#### [What is required]
Retype only what runs from the beginning of the data through the line with "0 #1f3d34) drop-shadow(-2px"; please omit the pictures and keep every line exact.
*** Opening Data for the task ***
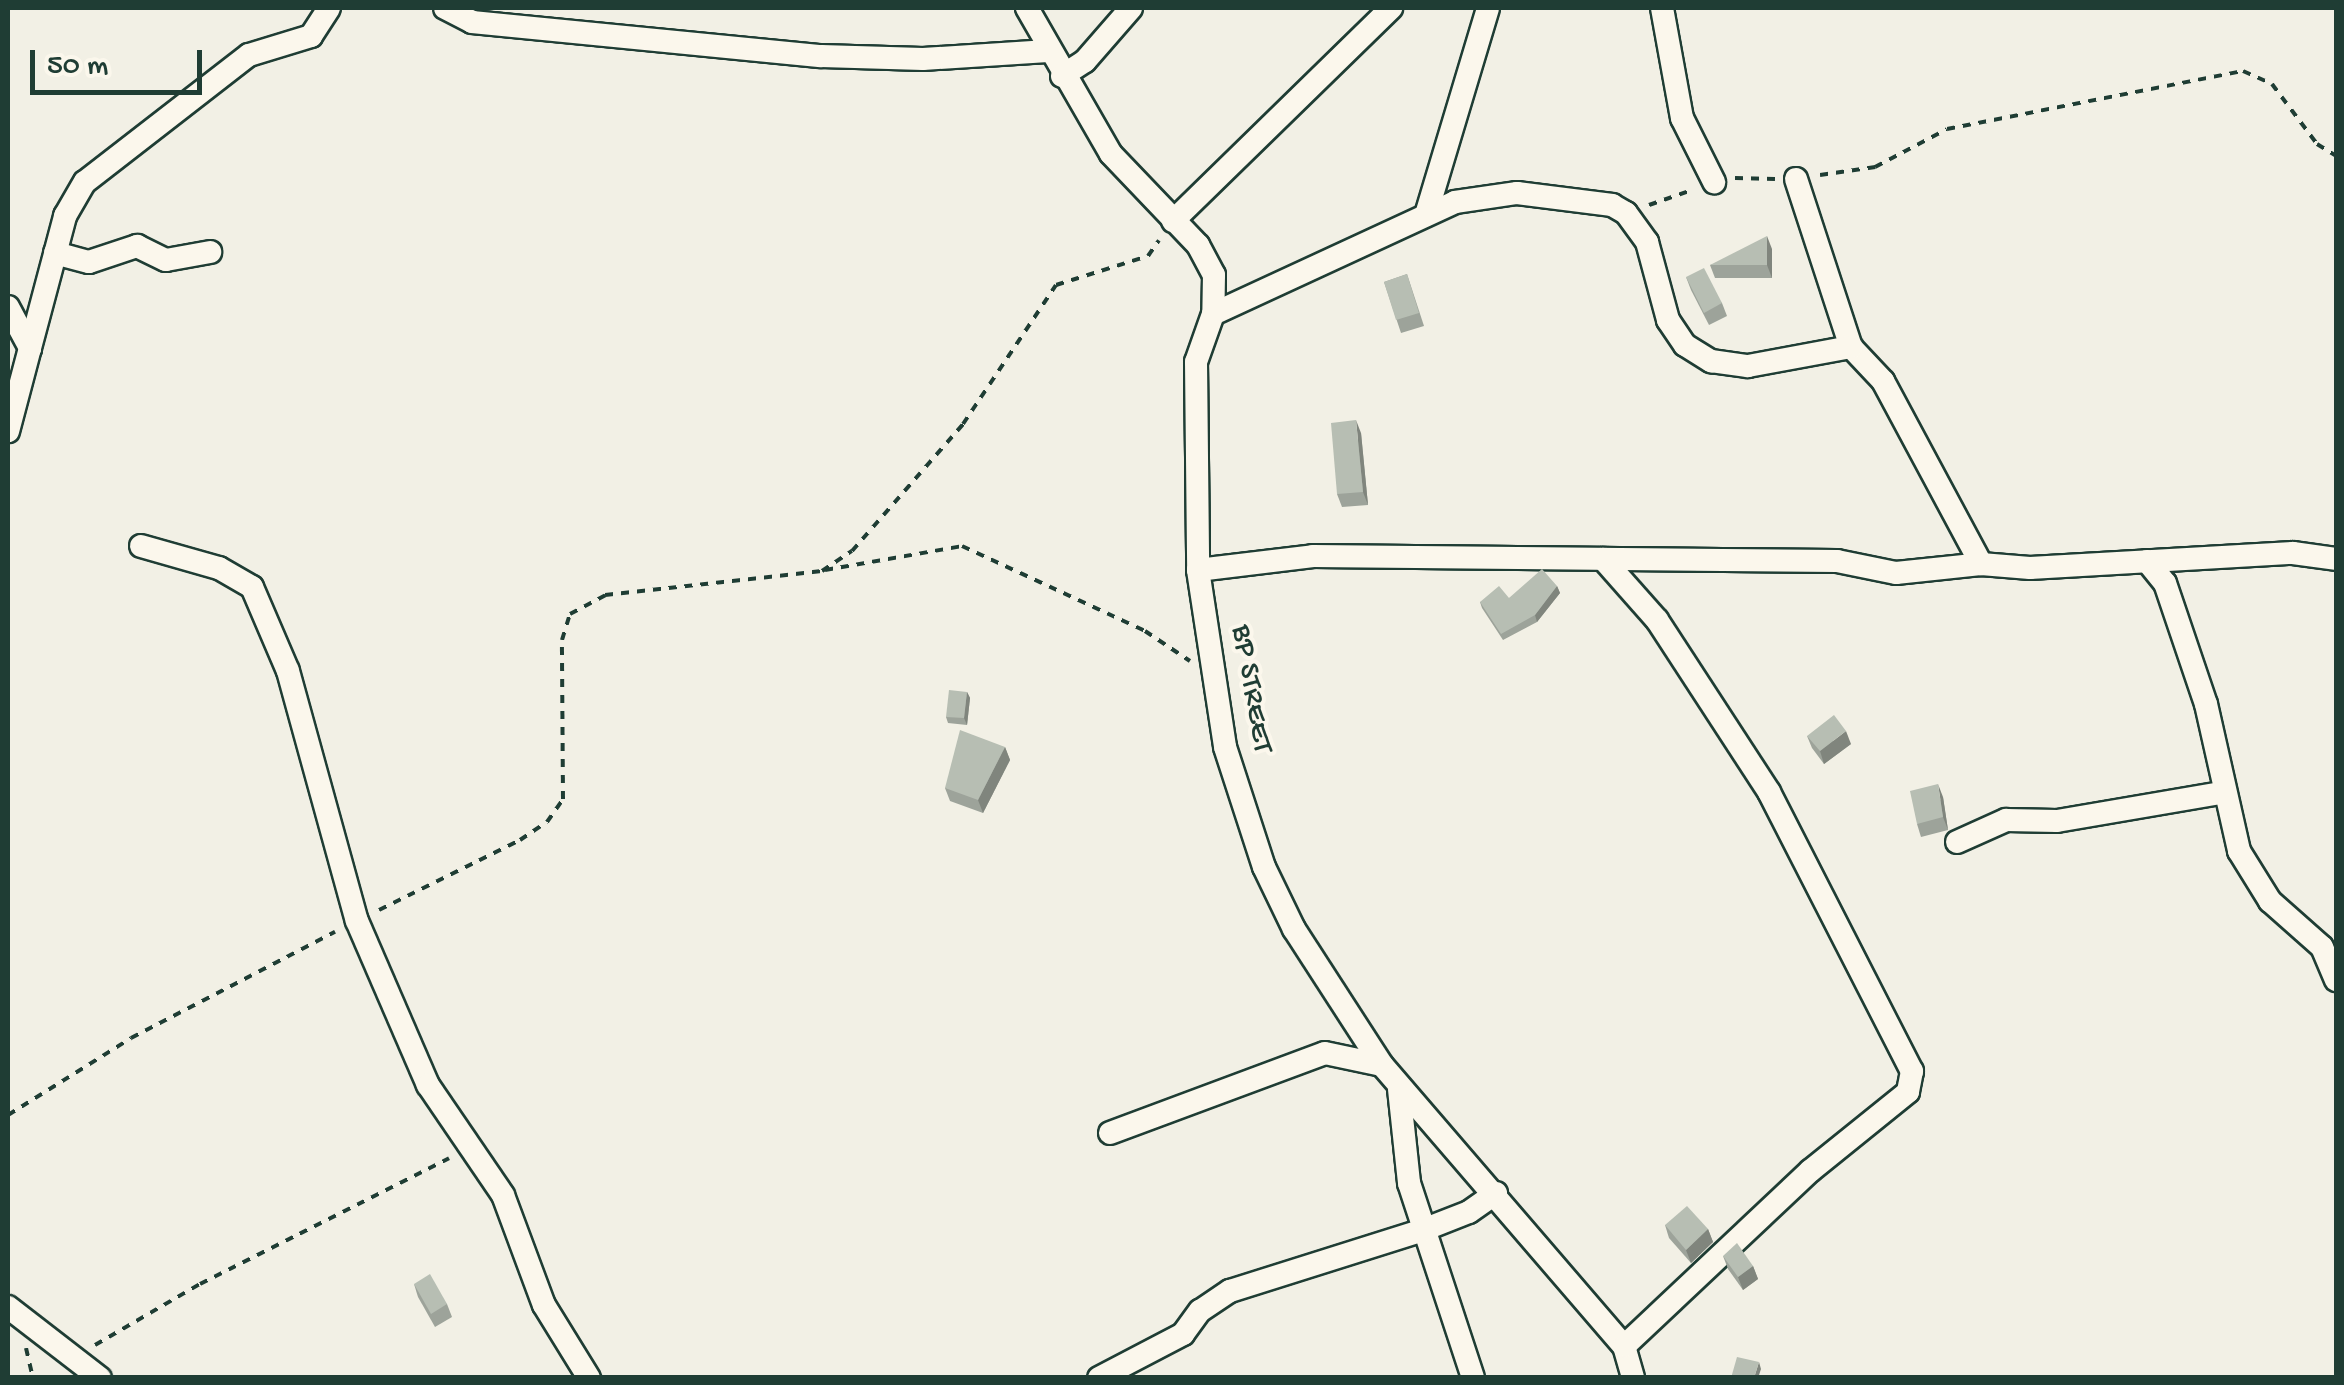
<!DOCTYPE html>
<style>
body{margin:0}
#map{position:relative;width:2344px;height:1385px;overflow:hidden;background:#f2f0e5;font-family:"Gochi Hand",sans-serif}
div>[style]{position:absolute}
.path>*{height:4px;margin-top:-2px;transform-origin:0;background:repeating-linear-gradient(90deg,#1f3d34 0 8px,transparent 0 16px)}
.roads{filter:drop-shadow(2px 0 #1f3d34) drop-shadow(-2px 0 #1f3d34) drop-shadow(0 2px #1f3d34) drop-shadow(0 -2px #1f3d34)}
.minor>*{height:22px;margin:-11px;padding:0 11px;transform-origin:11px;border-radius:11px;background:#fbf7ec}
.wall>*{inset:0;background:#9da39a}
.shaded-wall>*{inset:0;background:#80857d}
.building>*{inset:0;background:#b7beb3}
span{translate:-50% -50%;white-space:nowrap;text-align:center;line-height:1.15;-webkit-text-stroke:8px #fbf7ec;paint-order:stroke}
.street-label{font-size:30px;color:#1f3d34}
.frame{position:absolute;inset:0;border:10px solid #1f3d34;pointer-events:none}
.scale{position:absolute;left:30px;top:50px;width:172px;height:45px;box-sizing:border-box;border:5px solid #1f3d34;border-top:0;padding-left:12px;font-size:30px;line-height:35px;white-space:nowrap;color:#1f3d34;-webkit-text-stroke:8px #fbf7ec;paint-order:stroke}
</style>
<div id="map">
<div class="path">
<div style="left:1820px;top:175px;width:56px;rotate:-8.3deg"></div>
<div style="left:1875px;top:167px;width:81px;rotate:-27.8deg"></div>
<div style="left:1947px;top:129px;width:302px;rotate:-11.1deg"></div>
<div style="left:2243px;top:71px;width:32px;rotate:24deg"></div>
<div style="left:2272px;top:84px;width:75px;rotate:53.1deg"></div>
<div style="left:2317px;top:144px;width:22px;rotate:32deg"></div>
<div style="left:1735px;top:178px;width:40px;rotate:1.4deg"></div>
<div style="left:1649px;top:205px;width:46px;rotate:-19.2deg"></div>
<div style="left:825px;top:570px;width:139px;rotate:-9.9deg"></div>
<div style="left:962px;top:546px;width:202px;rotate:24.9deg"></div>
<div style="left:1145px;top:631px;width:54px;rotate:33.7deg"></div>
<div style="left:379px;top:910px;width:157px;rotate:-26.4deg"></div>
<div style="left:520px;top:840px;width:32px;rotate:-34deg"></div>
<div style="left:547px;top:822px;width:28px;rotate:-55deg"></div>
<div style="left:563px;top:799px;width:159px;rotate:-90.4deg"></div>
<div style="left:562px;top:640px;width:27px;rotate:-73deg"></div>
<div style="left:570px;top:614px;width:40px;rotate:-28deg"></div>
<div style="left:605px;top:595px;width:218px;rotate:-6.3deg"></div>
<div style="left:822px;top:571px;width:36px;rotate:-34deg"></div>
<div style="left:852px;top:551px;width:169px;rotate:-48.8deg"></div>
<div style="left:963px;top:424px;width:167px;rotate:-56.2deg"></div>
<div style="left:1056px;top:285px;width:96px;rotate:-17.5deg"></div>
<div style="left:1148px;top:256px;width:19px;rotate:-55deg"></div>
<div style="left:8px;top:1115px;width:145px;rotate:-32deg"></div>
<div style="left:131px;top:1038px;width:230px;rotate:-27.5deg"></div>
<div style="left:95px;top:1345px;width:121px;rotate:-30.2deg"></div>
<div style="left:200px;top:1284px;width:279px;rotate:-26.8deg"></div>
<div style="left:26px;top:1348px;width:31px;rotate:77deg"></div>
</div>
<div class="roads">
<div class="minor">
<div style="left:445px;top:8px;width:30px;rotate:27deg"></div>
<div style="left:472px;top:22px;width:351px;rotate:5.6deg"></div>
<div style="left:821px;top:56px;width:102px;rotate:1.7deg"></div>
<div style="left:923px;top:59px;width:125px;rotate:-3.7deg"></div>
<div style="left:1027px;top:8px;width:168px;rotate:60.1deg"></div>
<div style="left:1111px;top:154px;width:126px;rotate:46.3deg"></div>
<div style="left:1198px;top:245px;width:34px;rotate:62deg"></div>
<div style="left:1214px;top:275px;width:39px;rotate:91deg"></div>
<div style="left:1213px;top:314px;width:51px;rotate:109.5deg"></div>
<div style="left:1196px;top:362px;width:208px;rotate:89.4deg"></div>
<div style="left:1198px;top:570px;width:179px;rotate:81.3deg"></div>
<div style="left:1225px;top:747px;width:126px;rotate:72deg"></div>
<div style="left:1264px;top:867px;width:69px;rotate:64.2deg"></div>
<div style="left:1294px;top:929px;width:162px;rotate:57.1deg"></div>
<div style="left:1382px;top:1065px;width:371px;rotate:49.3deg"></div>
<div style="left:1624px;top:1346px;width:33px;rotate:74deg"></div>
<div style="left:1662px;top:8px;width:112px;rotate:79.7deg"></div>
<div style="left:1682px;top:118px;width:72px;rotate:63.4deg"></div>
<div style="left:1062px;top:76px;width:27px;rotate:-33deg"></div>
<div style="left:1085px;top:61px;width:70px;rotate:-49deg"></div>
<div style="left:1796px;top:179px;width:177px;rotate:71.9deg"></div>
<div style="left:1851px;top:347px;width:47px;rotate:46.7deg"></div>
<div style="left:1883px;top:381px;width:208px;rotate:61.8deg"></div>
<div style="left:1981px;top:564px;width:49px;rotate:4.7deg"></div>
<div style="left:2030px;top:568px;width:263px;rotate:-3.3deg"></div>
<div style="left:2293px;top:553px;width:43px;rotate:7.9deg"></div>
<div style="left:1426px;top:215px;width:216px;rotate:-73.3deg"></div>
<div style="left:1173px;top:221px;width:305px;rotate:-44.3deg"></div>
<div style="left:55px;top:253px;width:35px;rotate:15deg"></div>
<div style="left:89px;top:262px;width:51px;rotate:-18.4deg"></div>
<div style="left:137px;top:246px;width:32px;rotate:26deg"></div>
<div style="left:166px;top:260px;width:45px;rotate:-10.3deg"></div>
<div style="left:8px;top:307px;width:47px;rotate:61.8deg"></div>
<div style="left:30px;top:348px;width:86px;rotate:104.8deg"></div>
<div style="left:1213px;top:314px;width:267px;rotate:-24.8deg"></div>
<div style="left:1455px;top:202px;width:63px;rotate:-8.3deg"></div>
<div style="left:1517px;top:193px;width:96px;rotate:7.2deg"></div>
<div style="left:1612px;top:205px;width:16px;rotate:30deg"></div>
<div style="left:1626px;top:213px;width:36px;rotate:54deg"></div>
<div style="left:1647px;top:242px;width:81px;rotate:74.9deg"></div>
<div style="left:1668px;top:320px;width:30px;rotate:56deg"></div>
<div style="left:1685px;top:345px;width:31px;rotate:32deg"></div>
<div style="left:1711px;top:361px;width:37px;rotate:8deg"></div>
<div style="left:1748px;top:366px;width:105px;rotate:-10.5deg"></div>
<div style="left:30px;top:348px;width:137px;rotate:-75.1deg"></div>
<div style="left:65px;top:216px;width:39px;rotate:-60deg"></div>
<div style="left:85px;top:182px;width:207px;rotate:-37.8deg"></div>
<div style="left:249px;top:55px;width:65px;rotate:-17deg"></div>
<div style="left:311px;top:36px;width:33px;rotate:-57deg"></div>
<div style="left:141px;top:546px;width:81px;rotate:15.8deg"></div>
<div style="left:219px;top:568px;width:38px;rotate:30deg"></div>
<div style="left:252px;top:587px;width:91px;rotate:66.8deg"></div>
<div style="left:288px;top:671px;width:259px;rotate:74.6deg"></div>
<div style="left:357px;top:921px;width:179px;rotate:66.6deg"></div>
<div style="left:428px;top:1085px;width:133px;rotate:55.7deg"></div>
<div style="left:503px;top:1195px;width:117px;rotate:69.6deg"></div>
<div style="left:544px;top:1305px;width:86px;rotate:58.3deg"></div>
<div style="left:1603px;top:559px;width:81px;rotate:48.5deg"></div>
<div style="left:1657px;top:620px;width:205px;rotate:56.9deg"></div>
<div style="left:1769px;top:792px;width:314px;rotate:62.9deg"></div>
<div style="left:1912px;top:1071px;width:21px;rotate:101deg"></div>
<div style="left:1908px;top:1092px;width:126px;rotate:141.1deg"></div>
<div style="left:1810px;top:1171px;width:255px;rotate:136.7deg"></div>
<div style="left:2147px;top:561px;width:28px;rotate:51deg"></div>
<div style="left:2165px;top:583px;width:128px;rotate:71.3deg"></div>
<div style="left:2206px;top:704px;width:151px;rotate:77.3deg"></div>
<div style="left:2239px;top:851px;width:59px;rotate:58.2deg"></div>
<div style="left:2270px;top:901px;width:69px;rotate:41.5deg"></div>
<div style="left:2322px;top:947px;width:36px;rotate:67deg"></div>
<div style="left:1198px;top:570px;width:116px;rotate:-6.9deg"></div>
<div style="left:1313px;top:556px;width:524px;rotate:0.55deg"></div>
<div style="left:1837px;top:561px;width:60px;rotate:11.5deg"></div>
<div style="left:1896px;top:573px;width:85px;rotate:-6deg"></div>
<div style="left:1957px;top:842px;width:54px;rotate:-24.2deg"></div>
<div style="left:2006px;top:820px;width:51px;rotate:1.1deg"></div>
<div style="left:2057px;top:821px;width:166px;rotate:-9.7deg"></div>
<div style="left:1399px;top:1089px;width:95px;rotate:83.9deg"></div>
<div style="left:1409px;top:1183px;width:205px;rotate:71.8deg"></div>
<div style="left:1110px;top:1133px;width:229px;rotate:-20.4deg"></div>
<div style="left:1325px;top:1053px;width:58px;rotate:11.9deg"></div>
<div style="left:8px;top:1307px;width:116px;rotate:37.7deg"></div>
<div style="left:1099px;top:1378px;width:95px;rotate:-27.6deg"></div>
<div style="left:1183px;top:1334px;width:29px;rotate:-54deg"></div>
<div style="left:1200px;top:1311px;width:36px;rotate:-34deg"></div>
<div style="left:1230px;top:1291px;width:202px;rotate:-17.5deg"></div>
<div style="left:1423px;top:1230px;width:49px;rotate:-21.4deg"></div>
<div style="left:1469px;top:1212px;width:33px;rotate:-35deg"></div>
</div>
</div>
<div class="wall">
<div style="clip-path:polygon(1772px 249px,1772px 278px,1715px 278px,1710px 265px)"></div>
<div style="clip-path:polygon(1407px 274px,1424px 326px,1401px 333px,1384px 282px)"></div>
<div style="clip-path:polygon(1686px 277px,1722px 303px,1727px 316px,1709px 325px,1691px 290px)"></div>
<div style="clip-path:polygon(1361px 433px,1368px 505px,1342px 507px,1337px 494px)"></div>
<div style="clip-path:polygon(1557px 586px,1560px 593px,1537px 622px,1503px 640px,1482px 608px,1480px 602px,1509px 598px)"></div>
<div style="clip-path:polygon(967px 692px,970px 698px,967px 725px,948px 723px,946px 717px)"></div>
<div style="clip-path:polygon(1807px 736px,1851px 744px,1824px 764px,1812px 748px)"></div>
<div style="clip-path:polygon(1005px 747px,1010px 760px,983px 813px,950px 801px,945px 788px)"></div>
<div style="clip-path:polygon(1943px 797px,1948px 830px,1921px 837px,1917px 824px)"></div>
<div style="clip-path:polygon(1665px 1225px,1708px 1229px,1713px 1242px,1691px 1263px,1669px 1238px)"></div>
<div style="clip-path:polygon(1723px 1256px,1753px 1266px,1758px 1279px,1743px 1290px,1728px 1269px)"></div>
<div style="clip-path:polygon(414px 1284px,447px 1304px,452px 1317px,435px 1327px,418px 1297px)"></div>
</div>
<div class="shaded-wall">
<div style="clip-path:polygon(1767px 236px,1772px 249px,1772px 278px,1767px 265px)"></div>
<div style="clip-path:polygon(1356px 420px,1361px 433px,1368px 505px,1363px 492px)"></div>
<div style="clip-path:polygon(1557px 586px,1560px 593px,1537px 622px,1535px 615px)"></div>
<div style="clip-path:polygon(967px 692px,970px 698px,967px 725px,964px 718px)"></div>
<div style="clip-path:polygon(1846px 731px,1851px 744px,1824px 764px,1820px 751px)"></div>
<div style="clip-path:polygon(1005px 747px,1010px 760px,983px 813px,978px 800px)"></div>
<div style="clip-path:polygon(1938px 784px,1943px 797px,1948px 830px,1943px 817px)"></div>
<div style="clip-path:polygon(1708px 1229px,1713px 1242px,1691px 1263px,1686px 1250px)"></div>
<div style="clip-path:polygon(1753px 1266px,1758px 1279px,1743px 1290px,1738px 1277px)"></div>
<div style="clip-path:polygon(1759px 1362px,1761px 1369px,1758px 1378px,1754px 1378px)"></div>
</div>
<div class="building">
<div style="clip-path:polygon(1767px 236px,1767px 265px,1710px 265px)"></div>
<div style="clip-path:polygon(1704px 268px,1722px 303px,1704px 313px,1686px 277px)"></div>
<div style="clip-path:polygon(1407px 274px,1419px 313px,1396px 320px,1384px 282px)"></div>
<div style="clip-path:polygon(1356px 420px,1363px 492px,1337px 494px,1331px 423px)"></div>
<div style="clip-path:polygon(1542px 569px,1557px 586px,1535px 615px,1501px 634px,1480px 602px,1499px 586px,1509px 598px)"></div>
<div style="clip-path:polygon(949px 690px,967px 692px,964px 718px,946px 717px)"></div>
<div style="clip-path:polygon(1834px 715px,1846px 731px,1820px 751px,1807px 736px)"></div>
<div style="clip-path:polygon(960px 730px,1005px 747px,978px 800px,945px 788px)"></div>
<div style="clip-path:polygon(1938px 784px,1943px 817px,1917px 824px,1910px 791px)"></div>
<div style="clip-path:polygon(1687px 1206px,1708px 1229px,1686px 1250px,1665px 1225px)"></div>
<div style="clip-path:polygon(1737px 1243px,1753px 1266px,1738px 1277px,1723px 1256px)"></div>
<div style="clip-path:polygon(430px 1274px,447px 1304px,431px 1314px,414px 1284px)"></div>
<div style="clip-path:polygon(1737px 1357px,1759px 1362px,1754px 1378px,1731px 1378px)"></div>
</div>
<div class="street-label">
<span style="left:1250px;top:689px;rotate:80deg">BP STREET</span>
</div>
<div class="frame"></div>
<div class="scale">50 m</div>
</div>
*** Closing Data for the task ***
#### [Answer for the task]
<!DOCTYPE html>
<style>
body{margin:0}
#map{position:relative;width:2344px;height:1385px;overflow:hidden;background:#f2f0e5;font-family:"Gochi Hand",sans-serif}
div>[style]{position:absolute}
.path>*{height:4px;margin-top:-2px;transform-origin:0;background:repeating-linear-gradient(90deg,#1f3d34 0 8px,transparent 0 16px)}
.roads{filter:drop-shadow(2px 0 #1f3d34) drop-shadow(-2px 0 #1f3d34) drop-shadow(0 2px #1f3d34) drop-shadow(0 -2px #1f3d34)}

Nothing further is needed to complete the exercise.